WHAT IS BEING ASKED: Could you copy every record below exactly as it stands?

Start of DATA FOR PROCESSING

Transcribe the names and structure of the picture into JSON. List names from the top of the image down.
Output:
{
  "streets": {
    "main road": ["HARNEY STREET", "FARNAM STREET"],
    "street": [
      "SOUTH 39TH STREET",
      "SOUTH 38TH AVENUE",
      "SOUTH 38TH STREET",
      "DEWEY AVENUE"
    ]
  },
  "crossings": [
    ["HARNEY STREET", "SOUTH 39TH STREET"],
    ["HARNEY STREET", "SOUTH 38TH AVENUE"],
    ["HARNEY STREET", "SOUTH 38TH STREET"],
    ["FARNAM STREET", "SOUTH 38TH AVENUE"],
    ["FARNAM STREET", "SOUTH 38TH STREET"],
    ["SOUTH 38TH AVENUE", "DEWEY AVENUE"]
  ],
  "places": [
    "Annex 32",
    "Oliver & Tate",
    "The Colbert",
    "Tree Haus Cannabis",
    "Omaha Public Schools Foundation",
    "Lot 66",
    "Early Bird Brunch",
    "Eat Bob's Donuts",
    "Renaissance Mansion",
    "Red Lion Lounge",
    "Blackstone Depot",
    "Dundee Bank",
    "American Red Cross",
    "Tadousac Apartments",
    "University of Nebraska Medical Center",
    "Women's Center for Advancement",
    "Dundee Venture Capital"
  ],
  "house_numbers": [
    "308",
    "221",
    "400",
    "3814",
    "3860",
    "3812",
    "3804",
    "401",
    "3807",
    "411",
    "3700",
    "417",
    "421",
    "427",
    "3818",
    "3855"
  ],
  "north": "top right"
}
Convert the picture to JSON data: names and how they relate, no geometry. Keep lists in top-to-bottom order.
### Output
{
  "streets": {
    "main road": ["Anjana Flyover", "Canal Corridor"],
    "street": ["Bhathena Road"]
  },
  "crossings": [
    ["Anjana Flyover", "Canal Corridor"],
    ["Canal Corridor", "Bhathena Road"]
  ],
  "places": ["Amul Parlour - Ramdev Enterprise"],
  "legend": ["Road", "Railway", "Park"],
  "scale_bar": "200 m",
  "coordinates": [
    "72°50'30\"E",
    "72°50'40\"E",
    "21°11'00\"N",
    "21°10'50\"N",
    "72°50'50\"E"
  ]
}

End of DATA FOR PROCESSING

SOLVED PROBLEM:
Transcribe the names and structure of the picture into JSON. List names from the top of the image down.
Output:
{
  "streets": {
    "main road": ["HARNEY STREET", "FARNAM STREET"],
    "street": [
      "SOUTH 39TH STREET",
      "SOUTH 38TH AVENUE",
      "SOUTH 38TH STREET",
      "DEWEY AVENUE"
    ]
  },
  "crossings": [
    ["HARNEY STREET", "SOUTH 39TH STREET"],
    ["HARNEY STREET", "SOUTH 38TH AVENUE"],
    ["HARNEY STREET", "SOUTH 38TH STREET"],
    ["FARNAM STREET", "SOUTH 38TH AVENUE"],
    ["FARNAM STREET", "SOUTH 38TH STREET"],
    ["SOUTH 38TH AVENUE", "DEWEY AVENUE"]
  ],
  "places": [
    "Annex 32",
    "Oliver & Tate",
    "The Colbert",
    "Tree Haus Cannabis",
    "Omaha Public Schools Foundation",
    "Lot 66",
    "Early Bird Brunch",
    "Eat Bob's Donuts",
    "Renaissance Mansion",
    "Red Lion Lounge",
    "Blackstone Depot",
    "Dundee Bank",
    "American Red Cross",
    "Tadousac Apartments",
    "University of Nebraska Medical Center",
    "Women's Center for Advancement",
    "Dundee Venture Capital"
  ],
  "house_numbers": [
    "308",
    "221",
    "400",
    "3814",
    "3860",
    "3812",
    "3804",
    "401",
    "3807",
    "411",
    "3700",
    "417",
    "421",
    "427",
    "3818",
    "3855"
  ],
  "north": "top right"
}
Convert the picture to JSON data: names and how they relate, no geometry. Keep lists in top-to-bottom order.
### Output
{
  "streets": {
    "main road": ["Anjana Flyover", "Canal Corridor"],
    "street": ["Bhathena Road"]
  },
  "crossings": [
    ["Anjana Flyover", "Canal Corridor"],
    ["Canal Corridor", "Bhathena Road"]
  ],
  "places": ["Amul Parlour - Ramdev Enterprise"],
  "legend": ["Road", "Railway", "Park"],
  "scale_bar": "200 m",
  "coordinates": [
    "72°50'30\"E",
    "72°50'40\"E",
    "21°11'00\"N",
    "21°10'50\"N",
    "72°50'50\"E"
  ]
}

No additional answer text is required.